This is the first challenge (of many).
It is also the identical problem there is with the background data.
First we need an
Officially accepted translation process from ABGR 16 format to R8G8B8A8 or whatever texture format we plan on using.
There are some favorite methods for scaling textures.
Nearest neighbor (fill a pixel nearest to the scale factor).
bilinear filtering
trilinear filtering
cubic spline (use a polynomial exquation that is acurate to the slope in order to interpolate the color changes from rescaling).
etc. etc.
However transparencies are the problem here.
I think just filtering textures is a 'bad thing' the process probably should be done in 2 steps.
1) filter texture colors (cubic spline is pretty good for this).
2) Nearest neighbor the transparency and and black as well. (This is a must because transparent zones either are or aren't and black is black period in FF7).
3) set the alpha and black regions in data from step 1 using data from step 2
I believe it really needs to be done as a 2 stage process to prevent artifacts in the alpha channel. I don't believe we can faithfully make it look like the original if we allow the alpha (transparency) channel to be filtered like the color channels.

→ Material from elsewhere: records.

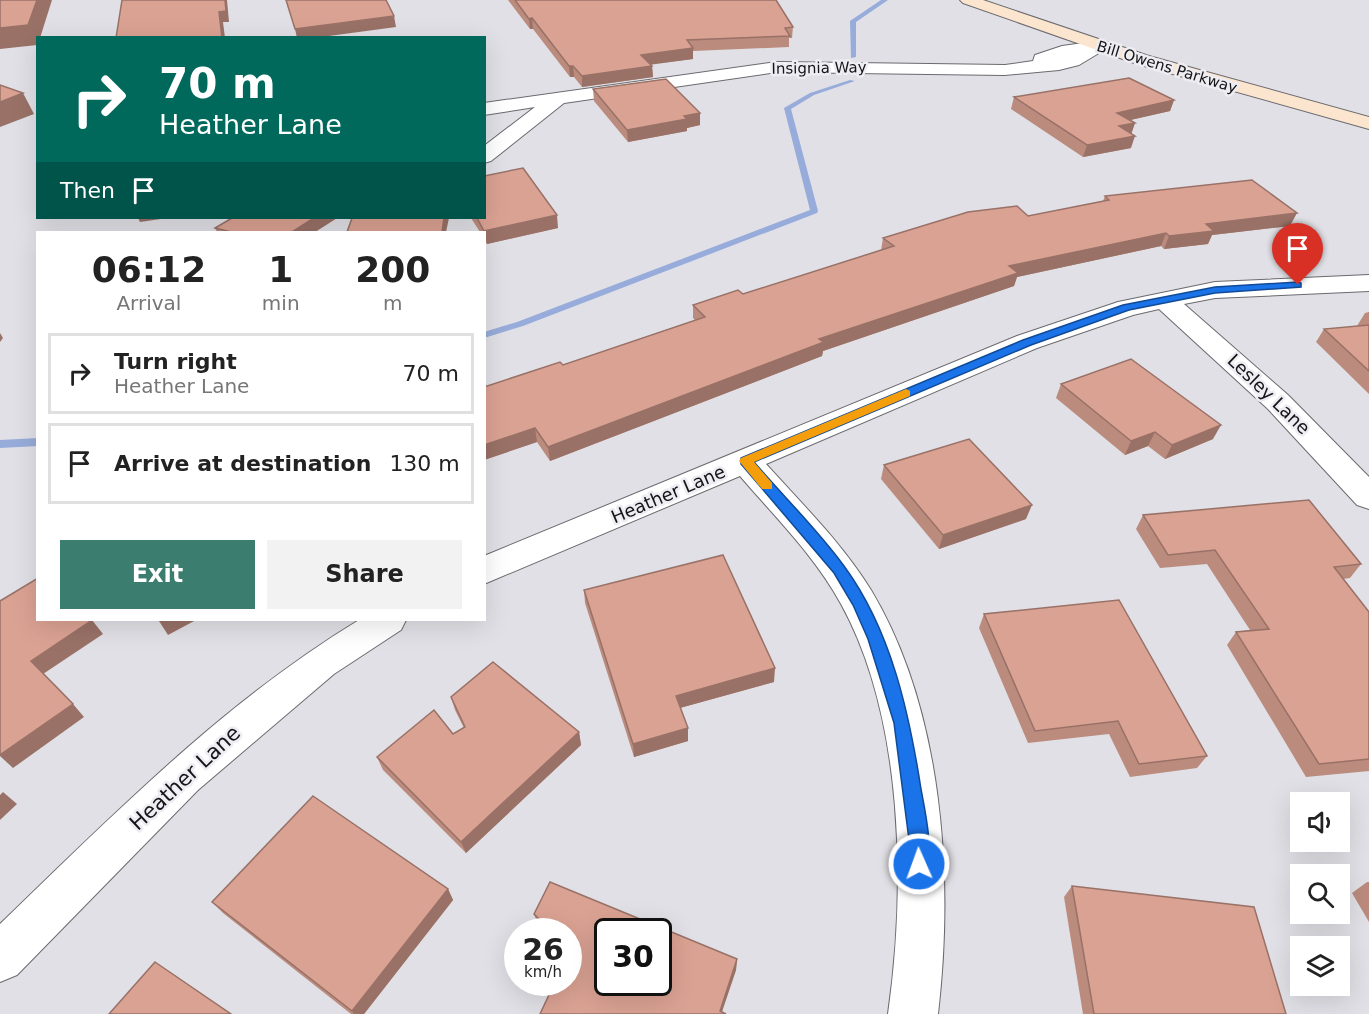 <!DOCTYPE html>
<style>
body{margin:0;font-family:"DejaVu Sans",sans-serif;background:#f2f2f2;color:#222;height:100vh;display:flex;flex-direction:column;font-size:22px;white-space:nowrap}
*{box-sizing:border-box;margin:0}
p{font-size:20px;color:#767676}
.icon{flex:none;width:33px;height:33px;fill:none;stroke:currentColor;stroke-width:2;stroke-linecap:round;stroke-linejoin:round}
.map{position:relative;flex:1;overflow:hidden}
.sheet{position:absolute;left:36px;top:231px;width:450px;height:390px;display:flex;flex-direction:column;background:#fff;border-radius:0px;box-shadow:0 6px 24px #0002}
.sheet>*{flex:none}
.guide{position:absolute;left:36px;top:36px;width:450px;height:183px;border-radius:0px;box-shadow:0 6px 24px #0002;background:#00695c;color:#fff;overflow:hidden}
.buttons{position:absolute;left:1290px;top:792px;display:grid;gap:12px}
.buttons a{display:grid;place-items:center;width:60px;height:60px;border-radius:0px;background:#fff;box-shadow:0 6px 24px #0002;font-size:30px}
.speed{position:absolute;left:504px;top:918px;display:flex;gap:12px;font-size:30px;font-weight:700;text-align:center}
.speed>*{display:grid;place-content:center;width:78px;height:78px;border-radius:50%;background:#fff;box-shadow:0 6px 24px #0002;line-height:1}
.speed small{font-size:15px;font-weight:400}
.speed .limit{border:3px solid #111;border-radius:9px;background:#fff;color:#111}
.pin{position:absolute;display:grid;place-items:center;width:51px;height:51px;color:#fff;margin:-62px -26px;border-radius:50% 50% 50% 0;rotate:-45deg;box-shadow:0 0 6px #0007}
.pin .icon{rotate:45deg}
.me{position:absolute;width:66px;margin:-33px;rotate:358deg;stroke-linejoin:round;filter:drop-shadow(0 0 4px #0008)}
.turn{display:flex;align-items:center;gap:21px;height:126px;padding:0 24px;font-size:27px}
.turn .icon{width:78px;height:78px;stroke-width:2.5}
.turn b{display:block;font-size:42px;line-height:51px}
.then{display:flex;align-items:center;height:57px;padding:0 24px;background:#0003;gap:12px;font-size:22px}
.eta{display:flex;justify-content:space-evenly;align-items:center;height:102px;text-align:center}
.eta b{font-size:36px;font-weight:600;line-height:42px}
.cta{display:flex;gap:12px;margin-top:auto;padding:12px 24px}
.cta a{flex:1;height:69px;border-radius:0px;background:#3b7e6f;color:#fff;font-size:24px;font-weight:600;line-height:69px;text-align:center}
.cta a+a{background:#f2f2f2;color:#222}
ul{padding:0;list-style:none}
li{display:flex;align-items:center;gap:18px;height:81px;margin:0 12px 9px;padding:0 12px;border:3px solid #e0e0e0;border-radius:0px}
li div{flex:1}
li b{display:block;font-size:22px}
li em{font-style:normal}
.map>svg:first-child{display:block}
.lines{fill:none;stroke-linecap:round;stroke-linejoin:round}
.stream{fill:#97acda;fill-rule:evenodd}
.street-casing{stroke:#6a6a6f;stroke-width:2}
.secondary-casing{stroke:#6a6a6f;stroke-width:2}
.street{fill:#fff;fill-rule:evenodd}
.secondary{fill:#fce5ce;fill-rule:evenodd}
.wall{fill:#bb8b7e}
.shaded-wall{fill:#997167}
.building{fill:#daa293;stroke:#997167;stroke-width:1.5;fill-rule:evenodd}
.route{fill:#1a73e8;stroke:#114b97;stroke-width:1.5}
.slow{fill:#f59e0b}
.labels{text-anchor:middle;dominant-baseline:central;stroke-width:5;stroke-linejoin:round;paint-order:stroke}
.far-street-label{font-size:15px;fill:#151517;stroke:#ededf3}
.street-label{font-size:18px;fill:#151517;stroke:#ededf3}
.near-street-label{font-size:21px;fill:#151517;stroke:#ededf3}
</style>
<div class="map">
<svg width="1369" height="1014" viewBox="0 0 1369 1014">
<rect width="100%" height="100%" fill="#e0e0e6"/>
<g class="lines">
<g class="stream">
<path d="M 881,0 L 888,0 L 856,22 L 856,57 L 851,58 L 850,21 Z"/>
<path d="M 850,80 L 855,81 L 814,95 L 791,109 L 818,211 L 817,213 L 523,326 L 484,338 L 484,332 L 517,322 L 810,210 L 784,108 L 810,93 Z"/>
<path d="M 38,438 L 38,446 L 0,448 L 0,440 Z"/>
</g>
<g class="street-casing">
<g id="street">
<path d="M 1098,41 L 1107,46 L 1104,50 L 1079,65 L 1059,70 L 1005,75 L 777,72 L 564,103 L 491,161 L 484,163 L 484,146 L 535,107 L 484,115 L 484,103 L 777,62 L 1005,65 L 1033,61 L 1035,55 L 1062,46 Z"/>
<path d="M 1369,275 L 1369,291 L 1215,298 L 1184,304 L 1288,395 L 1369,477 L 1369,509 L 1357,505 L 1268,409 L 1159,309 L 1133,315 L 1037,348 L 766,464 C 803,505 842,543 871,590 C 943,710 954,877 938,1014 L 888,1014 C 906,889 904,718 841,604 C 815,556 775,517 740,476 L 484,584 L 484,556 L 1017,336 L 1118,302 L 1215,282 Z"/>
<path d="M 359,620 L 406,620 L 401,630 L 334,674 L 198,790 L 17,975 L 0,982 L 0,924 C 113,815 224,702 359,620 Z"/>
</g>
</g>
<g class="secondary-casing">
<path id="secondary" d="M 960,0 L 983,0 L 1149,56 L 1369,117 L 1369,129 L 1137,64 L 963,3 Z"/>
</g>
<use href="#street" class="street"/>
<use href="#secondary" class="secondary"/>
</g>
<g class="wall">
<path d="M 508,0 L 776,0 L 793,27 L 792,38 L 789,38 L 789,47 L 693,51 L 693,59 L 651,64 L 652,66 L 653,77 L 582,87 L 574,77 L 570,77 L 533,29 L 530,29 Z"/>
<path d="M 593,89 L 700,125 L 687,128 L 687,131 L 628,142 L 594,101 Z"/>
<path d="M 1014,97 L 1174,100 L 1170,111 L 1130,120 L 1135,123 L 1131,133 L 1131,148 L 1083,157 L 1011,109 Z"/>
<path d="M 1105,196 L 1290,226 L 1212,235 L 1208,244 L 1164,249 L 1161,246 L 1017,277 L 1014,286 L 823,351 L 822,356 L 550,461 L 537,442 L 484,460 L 563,365 L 695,320 L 693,318 L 693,305 L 743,294 L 881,251 L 883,238 L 1028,216 L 1103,201 Z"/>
<path d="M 232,218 L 337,218 L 315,232 L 217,232 L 215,228 Z"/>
<path d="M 471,218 L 484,218 L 558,228 L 487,244 L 484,240 L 484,232 L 480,232 Z"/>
<path d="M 1369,312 L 1369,394 L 1316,342 L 1324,329 L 1357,326 L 1365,313 Z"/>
<path d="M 1061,384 L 1213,439 L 1165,459 L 1148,446 L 1125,455 L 1056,398 Z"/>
<path d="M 884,465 L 1026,519 L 939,549 L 881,479 Z"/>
<path d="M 1143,515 L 1361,564 L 1350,578 L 1343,579 L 1369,612 L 1369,771 L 1306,777 L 1227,645 L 1236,632 L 1250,630 L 1207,564 L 1160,568 L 1136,529 Z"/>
<path d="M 584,590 L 774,682 L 680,708 L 688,728 L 688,741 L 634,757 L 585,603 Z"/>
<path d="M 984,614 L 1207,756 L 1197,768 L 1130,777 L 1109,734 L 1028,743 L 979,628 Z"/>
<path d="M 451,697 L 579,732 L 581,745 L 466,853 L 383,770 L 377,757 L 453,734 L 464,728 L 455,710 Z"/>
<path d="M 1367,882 L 1369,882 L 1369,922 L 1352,893 Z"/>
<path d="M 1072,886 L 1286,1014 L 1083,1014 L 1064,897 Z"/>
<path d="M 448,889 L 453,900 L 364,1014 L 351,1014 L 223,913 L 212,902 Z"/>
<path d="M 534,914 L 737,959 L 736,970 L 722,1012 L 552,982 L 568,982 L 568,932 L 544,932 L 538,925 Z"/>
</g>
<g class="shaded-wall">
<path d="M 37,0 L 52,0 L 40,38 L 38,38 L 37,45 L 0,49 L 0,28 Z"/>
<path d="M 225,0 L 227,0 L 229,22 L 223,22 L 225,38 L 222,38 L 219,12 Z"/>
<path d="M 394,16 L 396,27 L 314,38 L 297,38 L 295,29 Z"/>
<path d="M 532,18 L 533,29 L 530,29 L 529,19 Z"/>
<path d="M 693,48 L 693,59 L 641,66 L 641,55 Z"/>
<path d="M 569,66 L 573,66 L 574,77 L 570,77 Z"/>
<path d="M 652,66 L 653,77 L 582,87 L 582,76 Z"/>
<path d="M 23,93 L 34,114 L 0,127 L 0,102 Z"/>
<path d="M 1174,100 L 1170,111 L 1113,124 L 1117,113 Z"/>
<path d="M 700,113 L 700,125 L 687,128 L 687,131 L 628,142 L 627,130 L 684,116 Z"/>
<path d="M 1135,123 L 1131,135 L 1119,126 Z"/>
<path d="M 1135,136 L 1131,148 L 1083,157 L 1087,145 Z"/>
<path d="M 1297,213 L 1290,226 L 1212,235 L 1208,244 L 1164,249 L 1169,236 L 1206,224 Z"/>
<path d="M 557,215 L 558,228 L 487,244 L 484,231 Z"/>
<path d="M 138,218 L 168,218 L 140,222 Z"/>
<path d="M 314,218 L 337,218 L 315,232 L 292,232 Z"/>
<path d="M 444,218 L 449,218 L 446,232 L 442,232 Z"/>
<path d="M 1166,233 L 1161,246 L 1017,277 L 1014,286 L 823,351 L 822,356 L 550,461 L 548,447 L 819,339 L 1009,266 Z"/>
<path d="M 0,333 L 3,338 L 0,342 Z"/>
<path d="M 1221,425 L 1213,439 L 1165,459 L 1172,445 Z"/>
<path d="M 535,428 L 537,442 L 484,460 L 484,445 Z"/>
<path d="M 1155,432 L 1148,446 L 1125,455 L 1131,441 Z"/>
<path d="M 1032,505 L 1026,519 L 939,549 L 943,535 Z"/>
<path d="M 92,620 L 103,634 L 43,674 L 31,661 Z"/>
<path d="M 162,620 L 196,620 L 168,635 L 159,621 Z"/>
<path d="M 775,668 L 774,682 L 676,709 L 676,696 Z"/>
<path d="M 73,704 L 84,717 L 13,768 L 0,756 L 0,755 Z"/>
<path d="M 688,728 L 688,741 L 634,757 L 633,744 Z"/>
<path d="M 579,732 L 581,745 L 466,853 L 461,842 Z"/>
<path d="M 3,792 L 17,804 L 0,820 L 0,795 Z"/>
<path d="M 448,889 L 453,900 L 364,1014 L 354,1014 L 352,1011 Z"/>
<path d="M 737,959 L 736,970 L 721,1014 L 720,1011 Z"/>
</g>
<g class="building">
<path d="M 0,0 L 37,0 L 28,25 L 0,28 Z"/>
<path d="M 122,0 L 225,0 L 226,11 L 219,12 L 222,38 L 116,38 Z"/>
<path d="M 286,0 L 386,0 L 394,16 L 295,29 Z"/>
<path d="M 515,0 L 776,0 L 793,27 L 785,28 L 790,36 L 687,40 L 693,48 L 641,55 L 652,66 L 582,76 L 573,66 L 569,66 L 532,18 L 529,19 Z"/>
<path d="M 1129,78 L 1174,100 L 1117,113 L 1135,123 L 1119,126 L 1135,136 L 1087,145 L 1014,97 Z"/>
<path d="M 666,79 L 700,113 L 684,116 L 687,119 L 627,130 L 593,89 Z"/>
<path d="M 0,85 L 23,93 L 0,102 Z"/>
<path d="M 523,168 L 557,215 L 484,231 L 477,218 L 484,218 L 484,176 Z"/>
<path d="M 1252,180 L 1297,213 L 1206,224 L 1214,231 L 1169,236 L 1166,233 L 1009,266 L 1018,273 L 819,339 L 824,342 L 548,447 L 535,428 L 484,445 L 484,387 L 560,362 L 563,365 L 705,317 L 693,305 L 738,290 L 743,294 L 894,246 L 883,238 L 968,212 L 1017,206 L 1028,216 L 1109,200 L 1105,196 Z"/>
<path d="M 232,218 L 314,218 L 292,232 L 231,232 L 215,228 Z"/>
<path d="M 352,218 L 444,218 L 442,232 L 347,232 Z"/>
<path d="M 1369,325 L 1369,371 L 1324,329 Z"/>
<path d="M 1131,359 L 1221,425 L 1172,445 L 1155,432 L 1131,441 L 1061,384 Z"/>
<path d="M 969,439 L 1032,505 L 943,535 L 884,465 Z"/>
<path d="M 1309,500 L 1361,564 L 1334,567 L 1369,612 L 1369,759 L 1319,764 L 1236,632 L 1269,629 L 1215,550 L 1168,555 L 1143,515 Z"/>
<path d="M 723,555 L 775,668 L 676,696 L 688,728 L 633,744 L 584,590 Z"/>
<path d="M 38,578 L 38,620 L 92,620 L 31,661 L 73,704 L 0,755 L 0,601 Z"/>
<path d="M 1119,600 L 1207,756 L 1139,764 L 1118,721 L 1035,731 L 984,614 Z"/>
<path d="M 493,662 L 579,732 L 461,842 L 377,757 L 434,710 L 453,734 L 465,727 L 451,697 Z"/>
<path d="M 313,796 L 448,889 L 352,1011 L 212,902 Z"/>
<path d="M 550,882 L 737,959 L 720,1011 L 726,1014 L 540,1014 L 555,982 L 568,982 L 568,932 L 552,932 L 534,914 ZM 608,932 L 658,932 L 658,982 L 608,982 Z"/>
<path d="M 1072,886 L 1254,907 L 1286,1014 L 1094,1014 Z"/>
<path d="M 155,962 L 231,1014 L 109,1014 Z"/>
</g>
<path class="route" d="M 1298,282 L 1301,283 L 1301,287 L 1215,293 L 1129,310 L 1031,345 L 754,462 C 784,497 818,530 844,566 C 891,630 909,712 921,789 C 925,811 934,851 926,871 L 919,873 L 913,871 L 894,723 L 868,639 L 853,605 L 834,573 L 741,464 L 741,458 L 1023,340 L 1123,305 L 1215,287 Z"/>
<path class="slow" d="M 906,389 L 910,391 L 910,396 L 754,462 L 772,483 L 772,489 L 762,489 L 739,461 L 741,458 Z"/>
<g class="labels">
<g class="far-street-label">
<text transform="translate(1167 67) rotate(17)">Bill Owens Parkway</text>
<text transform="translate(819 68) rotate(-1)">Insignia Way</text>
</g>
<g class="street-label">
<text transform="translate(1269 394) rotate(44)">Lesley Lane</text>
<text transform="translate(668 494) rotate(-23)">Heather Lane</text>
</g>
<g class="near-street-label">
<text transform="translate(185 778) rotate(-43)">Heather Lane</text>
</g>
</g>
</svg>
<div class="buttons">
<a><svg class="icon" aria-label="sound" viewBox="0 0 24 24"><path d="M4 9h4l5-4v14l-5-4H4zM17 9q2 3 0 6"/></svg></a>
<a><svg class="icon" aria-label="search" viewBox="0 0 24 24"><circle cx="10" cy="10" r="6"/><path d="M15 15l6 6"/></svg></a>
<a><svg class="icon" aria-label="layers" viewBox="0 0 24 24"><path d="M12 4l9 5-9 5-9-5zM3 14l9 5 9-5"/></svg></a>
</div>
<div class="speed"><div>26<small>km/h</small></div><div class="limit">30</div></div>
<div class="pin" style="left:1298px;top:285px;background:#d93025"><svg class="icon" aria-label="arrive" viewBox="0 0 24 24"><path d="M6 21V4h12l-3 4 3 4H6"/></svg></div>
<svg class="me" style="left:919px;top:864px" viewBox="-20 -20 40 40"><circle r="17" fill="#1a73e8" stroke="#fff" stroke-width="3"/><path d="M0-11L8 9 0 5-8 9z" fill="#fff"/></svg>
<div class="guide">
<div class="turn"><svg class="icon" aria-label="right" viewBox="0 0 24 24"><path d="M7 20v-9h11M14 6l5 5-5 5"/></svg><div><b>70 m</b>Heather Lane</div></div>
<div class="then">Then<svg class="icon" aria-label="arrive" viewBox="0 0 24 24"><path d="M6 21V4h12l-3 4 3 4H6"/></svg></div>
</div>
<section class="sheet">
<div class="eta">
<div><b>06:12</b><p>Arrival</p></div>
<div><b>1</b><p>min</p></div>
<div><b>200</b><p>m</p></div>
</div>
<ul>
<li><svg class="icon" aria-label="right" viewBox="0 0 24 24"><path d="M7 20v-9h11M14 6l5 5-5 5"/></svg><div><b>Turn right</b><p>Heather Lane</p></div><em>70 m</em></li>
<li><svg class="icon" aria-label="arrive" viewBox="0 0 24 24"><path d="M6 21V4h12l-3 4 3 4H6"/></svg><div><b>Arrive at destination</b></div><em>130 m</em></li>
</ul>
<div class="cta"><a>Exit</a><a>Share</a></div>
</section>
</div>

As then we get into semitransparent regions and we may end up with <explitive> green and blue lightened halos along with dark edges with fonts and background information.
Cubic spline will give fairly close color and lumanance transitions to the original even though it might be scaled up by odd ball number.
As a suggestion we should determine the exact resolution the script information, window, and menu data was designed for and plan scaling based off of that instead of speculating proper scale factors. It might be possible to dynamically tweak and adjust this, however that shouldn't be necessary if the proper research has been done. I guess the tweaking could be used to find what looks good and remove it later, heh.